(MATERIAL PROVIDED begins)
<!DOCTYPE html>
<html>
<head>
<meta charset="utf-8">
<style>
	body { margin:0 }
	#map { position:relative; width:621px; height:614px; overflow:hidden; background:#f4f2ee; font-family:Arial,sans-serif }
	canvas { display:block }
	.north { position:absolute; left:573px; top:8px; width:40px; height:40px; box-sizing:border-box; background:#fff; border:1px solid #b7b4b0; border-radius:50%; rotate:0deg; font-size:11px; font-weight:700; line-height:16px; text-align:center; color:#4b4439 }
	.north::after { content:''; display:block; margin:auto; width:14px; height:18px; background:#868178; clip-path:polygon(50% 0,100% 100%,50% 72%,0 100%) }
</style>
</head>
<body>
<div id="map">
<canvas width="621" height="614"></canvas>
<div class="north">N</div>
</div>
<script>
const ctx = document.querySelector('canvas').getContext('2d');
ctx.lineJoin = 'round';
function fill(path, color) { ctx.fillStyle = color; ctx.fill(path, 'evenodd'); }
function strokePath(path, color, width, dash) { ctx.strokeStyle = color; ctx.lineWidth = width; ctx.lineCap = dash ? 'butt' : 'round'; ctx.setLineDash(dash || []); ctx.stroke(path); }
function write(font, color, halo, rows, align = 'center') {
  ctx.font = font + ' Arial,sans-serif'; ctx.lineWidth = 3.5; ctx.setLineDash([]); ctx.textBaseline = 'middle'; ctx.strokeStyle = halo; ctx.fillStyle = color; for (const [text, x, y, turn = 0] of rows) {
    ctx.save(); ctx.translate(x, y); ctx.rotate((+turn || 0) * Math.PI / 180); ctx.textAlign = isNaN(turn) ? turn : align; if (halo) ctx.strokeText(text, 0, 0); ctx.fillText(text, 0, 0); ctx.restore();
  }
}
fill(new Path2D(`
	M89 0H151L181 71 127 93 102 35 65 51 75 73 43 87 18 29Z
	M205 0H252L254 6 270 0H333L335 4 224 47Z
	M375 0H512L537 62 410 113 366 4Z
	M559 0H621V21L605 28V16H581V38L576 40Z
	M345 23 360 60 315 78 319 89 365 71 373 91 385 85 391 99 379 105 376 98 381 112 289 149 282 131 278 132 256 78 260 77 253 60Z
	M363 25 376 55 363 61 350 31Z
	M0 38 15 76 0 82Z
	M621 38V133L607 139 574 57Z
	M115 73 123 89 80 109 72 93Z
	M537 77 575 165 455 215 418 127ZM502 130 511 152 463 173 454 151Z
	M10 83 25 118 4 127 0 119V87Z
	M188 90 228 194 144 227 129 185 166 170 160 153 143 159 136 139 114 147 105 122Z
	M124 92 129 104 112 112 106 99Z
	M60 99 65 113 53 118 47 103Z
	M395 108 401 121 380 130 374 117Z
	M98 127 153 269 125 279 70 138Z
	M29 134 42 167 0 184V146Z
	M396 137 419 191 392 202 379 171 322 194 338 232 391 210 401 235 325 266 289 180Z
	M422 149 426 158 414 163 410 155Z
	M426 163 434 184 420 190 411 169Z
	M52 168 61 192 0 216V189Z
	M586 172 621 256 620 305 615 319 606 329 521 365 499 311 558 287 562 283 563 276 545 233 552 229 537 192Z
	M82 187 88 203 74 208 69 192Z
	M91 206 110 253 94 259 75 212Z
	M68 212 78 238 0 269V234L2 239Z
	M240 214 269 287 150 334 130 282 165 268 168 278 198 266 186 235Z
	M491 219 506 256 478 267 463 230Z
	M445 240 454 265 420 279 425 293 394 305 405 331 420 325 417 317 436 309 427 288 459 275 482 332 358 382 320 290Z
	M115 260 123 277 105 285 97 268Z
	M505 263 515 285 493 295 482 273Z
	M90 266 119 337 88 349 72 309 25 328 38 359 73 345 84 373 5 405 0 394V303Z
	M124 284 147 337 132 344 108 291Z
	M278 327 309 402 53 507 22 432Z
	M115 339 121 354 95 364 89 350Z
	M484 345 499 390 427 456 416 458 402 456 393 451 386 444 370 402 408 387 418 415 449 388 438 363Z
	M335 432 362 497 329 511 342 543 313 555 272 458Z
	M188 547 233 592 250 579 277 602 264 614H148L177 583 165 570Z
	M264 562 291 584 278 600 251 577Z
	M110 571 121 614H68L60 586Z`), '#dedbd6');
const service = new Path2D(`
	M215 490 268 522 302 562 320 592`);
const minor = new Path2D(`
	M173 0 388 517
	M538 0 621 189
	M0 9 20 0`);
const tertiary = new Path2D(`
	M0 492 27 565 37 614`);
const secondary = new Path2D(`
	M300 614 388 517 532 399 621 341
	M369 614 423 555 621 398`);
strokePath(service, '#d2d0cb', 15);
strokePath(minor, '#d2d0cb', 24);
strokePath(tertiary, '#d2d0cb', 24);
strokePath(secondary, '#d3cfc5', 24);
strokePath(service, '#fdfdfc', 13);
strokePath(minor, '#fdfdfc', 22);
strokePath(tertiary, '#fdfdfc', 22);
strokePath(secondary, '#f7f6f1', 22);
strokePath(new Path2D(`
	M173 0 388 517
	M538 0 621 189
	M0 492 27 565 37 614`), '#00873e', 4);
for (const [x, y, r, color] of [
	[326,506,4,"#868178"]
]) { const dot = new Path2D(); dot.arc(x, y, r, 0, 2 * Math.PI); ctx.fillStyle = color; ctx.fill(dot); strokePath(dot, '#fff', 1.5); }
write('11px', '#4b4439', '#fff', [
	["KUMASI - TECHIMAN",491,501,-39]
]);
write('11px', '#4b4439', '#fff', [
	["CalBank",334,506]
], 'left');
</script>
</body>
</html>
(MATERIAL PROVIDED ends)
_EXERCISE_.
Please transcribe word for word the lines from the line with "for (const [x, y, r, color]" to the end of the material, both ends included.

_EXPECTED ANSWER_.
for (const [x, y, r, color] of [
	[326,506,4,"#868178"]
]) { const dot = new Path2D(); dot.arc(x, y, r, 0, 2 * Math.PI); ctx.fillStyle = color; ctx.fill(dot); strokePath(dot, '#fff', 1.5); }
write('11px', '#4b4439', '#fff', [
	["KUMASI - TECHIMAN",491,501,-39]
]);
write('11px', '#4b4439', '#fff', [
	["CalBank",334,506]
], 'left');
</script>
</body>
</html>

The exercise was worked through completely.